Start of INFORMATION SHOWN
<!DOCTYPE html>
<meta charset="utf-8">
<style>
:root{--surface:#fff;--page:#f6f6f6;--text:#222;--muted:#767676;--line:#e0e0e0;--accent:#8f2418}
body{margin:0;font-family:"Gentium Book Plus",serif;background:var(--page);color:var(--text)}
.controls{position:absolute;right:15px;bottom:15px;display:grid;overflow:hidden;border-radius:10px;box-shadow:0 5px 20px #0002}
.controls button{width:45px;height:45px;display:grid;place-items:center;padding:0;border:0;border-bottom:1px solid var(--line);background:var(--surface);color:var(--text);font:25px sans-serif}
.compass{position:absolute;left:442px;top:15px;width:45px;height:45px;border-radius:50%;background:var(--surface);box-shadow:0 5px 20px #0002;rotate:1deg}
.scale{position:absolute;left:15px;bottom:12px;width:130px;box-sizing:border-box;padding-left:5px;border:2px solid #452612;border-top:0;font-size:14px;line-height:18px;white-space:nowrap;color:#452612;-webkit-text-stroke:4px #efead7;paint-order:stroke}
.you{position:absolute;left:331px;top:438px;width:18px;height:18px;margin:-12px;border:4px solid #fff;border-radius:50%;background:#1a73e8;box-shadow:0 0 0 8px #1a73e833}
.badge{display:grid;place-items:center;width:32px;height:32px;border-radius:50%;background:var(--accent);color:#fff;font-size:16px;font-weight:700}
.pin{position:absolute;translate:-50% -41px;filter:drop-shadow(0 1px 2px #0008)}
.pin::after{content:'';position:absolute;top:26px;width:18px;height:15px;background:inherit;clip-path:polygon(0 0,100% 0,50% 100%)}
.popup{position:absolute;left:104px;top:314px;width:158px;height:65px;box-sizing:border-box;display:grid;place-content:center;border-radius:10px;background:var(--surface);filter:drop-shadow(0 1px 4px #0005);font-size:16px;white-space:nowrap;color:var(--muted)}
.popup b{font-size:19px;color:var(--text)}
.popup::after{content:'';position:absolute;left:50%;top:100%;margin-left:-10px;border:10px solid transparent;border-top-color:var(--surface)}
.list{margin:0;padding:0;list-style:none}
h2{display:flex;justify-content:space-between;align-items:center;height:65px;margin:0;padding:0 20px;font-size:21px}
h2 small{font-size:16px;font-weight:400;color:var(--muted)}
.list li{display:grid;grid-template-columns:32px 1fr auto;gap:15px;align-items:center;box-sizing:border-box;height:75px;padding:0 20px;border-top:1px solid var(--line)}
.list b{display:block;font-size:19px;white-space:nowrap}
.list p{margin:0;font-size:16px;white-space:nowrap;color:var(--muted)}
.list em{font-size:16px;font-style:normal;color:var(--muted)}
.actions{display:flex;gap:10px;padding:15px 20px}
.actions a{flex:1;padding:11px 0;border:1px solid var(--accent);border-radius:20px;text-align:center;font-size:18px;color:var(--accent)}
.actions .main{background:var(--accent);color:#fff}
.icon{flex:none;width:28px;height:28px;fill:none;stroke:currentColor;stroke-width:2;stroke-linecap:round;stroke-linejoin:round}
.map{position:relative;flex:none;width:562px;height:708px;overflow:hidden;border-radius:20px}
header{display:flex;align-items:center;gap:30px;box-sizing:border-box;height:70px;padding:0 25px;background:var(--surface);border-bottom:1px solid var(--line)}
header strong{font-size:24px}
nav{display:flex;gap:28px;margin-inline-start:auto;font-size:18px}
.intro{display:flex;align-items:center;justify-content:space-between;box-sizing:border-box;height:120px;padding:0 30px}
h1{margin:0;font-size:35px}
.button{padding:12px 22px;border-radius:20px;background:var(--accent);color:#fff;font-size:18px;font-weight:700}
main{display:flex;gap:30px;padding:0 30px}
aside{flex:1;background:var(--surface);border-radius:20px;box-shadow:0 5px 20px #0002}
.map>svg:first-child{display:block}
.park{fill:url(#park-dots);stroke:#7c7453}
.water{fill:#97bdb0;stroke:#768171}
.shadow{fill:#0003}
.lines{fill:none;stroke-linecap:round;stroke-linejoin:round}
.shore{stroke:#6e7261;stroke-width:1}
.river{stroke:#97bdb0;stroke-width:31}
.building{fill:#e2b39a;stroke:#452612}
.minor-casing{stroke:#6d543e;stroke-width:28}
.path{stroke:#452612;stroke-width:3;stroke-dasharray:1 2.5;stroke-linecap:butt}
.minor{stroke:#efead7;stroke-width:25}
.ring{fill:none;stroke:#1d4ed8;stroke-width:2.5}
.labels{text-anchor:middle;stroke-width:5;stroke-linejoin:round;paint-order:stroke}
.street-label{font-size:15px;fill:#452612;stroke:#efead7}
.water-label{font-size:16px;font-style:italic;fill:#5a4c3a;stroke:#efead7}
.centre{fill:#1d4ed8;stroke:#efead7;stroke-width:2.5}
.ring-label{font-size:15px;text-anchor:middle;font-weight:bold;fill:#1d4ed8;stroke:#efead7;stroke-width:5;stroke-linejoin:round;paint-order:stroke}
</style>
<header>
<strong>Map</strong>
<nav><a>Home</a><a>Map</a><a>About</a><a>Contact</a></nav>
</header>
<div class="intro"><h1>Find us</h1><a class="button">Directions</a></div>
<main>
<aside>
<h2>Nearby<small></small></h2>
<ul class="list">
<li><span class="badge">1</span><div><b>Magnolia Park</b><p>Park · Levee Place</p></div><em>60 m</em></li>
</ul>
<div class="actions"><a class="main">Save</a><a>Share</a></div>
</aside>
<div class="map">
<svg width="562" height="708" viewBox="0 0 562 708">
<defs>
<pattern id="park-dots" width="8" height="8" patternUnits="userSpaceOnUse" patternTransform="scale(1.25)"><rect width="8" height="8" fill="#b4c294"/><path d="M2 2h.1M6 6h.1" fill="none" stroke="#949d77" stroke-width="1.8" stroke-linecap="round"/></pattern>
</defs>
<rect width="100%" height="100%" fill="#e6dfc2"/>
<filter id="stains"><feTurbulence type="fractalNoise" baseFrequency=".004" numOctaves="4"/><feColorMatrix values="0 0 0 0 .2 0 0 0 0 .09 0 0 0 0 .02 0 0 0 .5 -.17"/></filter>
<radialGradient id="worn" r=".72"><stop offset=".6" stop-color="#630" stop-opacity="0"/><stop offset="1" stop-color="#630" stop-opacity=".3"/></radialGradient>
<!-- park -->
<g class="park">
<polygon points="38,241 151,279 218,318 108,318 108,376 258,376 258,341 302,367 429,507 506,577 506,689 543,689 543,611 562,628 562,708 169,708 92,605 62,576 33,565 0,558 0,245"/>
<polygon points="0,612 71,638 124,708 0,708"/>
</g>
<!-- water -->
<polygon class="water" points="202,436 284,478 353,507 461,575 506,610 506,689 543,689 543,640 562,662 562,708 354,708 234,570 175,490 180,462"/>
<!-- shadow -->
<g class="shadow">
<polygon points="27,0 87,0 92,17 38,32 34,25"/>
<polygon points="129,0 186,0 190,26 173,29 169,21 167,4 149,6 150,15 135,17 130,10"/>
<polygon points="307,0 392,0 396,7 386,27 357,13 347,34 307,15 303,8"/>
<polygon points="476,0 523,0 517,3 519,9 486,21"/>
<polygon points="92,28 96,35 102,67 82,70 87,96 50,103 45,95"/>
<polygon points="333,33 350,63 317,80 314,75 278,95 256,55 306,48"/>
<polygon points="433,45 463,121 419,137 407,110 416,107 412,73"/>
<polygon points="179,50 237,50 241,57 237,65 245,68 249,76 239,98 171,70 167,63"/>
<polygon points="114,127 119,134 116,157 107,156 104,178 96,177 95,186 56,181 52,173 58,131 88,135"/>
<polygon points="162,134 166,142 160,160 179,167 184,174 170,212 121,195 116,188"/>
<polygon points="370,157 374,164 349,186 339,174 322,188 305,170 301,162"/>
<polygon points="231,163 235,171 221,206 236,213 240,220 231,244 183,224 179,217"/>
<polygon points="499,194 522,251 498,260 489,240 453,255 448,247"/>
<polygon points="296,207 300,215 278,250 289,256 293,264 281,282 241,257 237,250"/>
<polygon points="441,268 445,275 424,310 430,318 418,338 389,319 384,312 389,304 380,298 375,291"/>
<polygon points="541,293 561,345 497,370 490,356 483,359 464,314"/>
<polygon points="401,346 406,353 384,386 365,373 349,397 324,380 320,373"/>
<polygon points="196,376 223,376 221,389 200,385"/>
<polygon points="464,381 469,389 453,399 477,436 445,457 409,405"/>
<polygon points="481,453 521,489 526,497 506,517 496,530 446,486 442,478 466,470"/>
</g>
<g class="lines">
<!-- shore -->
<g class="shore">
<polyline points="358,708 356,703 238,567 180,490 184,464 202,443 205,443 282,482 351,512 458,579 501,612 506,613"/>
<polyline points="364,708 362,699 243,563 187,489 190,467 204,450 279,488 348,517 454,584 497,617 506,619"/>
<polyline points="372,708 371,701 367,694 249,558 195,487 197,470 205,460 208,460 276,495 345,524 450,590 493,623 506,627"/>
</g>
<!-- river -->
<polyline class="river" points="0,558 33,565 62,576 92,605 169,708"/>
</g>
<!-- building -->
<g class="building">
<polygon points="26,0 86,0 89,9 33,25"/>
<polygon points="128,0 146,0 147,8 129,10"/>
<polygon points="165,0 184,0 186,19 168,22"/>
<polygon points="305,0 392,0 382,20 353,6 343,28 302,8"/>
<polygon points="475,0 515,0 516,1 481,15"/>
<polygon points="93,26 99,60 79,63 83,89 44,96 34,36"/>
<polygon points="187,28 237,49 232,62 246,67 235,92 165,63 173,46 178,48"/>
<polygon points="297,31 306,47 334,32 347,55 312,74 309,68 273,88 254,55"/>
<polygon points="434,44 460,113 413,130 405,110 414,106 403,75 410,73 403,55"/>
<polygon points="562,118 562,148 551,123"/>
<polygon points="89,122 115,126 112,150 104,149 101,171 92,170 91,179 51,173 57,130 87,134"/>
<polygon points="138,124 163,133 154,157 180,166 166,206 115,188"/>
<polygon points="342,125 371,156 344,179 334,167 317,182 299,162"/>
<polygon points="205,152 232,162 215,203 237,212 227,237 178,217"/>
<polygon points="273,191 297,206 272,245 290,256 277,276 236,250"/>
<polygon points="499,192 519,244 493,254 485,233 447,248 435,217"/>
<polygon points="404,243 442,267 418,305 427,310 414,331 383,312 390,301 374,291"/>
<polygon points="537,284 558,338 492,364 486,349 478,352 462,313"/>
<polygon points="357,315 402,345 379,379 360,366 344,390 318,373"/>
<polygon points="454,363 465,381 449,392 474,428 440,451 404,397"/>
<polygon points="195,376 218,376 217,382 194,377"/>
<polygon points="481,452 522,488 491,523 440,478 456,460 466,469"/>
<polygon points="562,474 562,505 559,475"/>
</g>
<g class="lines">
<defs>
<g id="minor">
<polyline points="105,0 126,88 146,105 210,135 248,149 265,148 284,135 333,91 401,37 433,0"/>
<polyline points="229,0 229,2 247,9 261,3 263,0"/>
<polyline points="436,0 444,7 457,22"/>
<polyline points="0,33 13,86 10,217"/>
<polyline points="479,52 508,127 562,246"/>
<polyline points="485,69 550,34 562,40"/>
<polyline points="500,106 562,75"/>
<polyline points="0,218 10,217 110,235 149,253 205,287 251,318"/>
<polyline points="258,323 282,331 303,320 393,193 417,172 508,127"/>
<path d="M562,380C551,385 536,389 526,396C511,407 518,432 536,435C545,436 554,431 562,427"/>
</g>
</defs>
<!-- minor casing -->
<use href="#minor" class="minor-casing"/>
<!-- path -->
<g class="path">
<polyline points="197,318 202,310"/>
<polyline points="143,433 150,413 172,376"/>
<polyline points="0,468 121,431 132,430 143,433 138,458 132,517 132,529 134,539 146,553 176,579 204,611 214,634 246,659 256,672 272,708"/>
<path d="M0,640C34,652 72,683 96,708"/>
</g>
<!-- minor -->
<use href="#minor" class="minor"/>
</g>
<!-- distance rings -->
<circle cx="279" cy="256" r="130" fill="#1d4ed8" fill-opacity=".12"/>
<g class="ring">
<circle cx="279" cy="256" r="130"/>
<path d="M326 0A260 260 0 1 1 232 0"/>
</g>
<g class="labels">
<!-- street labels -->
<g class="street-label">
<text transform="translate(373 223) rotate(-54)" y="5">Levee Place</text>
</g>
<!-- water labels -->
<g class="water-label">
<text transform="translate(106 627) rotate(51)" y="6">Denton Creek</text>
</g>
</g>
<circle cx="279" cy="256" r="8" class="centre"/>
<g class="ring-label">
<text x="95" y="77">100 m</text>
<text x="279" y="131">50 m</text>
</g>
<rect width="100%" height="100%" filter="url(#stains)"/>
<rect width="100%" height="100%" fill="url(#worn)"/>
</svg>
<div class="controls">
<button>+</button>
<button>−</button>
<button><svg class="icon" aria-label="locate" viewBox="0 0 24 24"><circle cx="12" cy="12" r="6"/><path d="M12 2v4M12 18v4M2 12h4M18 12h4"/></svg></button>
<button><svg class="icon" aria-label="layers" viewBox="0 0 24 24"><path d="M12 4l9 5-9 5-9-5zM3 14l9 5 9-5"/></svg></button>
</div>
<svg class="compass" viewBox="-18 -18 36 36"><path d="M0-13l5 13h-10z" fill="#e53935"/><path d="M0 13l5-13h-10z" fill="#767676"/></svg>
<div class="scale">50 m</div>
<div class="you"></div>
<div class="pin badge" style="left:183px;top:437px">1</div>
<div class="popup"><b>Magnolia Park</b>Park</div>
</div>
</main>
End of INFORMATION SHOWN
• **WHAT THE TASK REQUIRES**:
Taking the records above as input, show every line in which the word "list" is present.

• **ANSWER SECTION**:
.list{margin:0;padding:0;list-style:none}
.list li{display:grid;grid-template-columns:32px 1fr auto;gap:15px;align-items:center;box-sizing:border-box;height:75px;padding:0 20px;border-top:1px solid var(--line)}
.list b{display:block;font-size:19px;white-space:nowrap}
.list p{margin:0;font-size:16px;white-space:nowrap;color:var(--muted)}
.list em{font-size:16px;font-style:normal;color:var(--muted)}
<ul class="list">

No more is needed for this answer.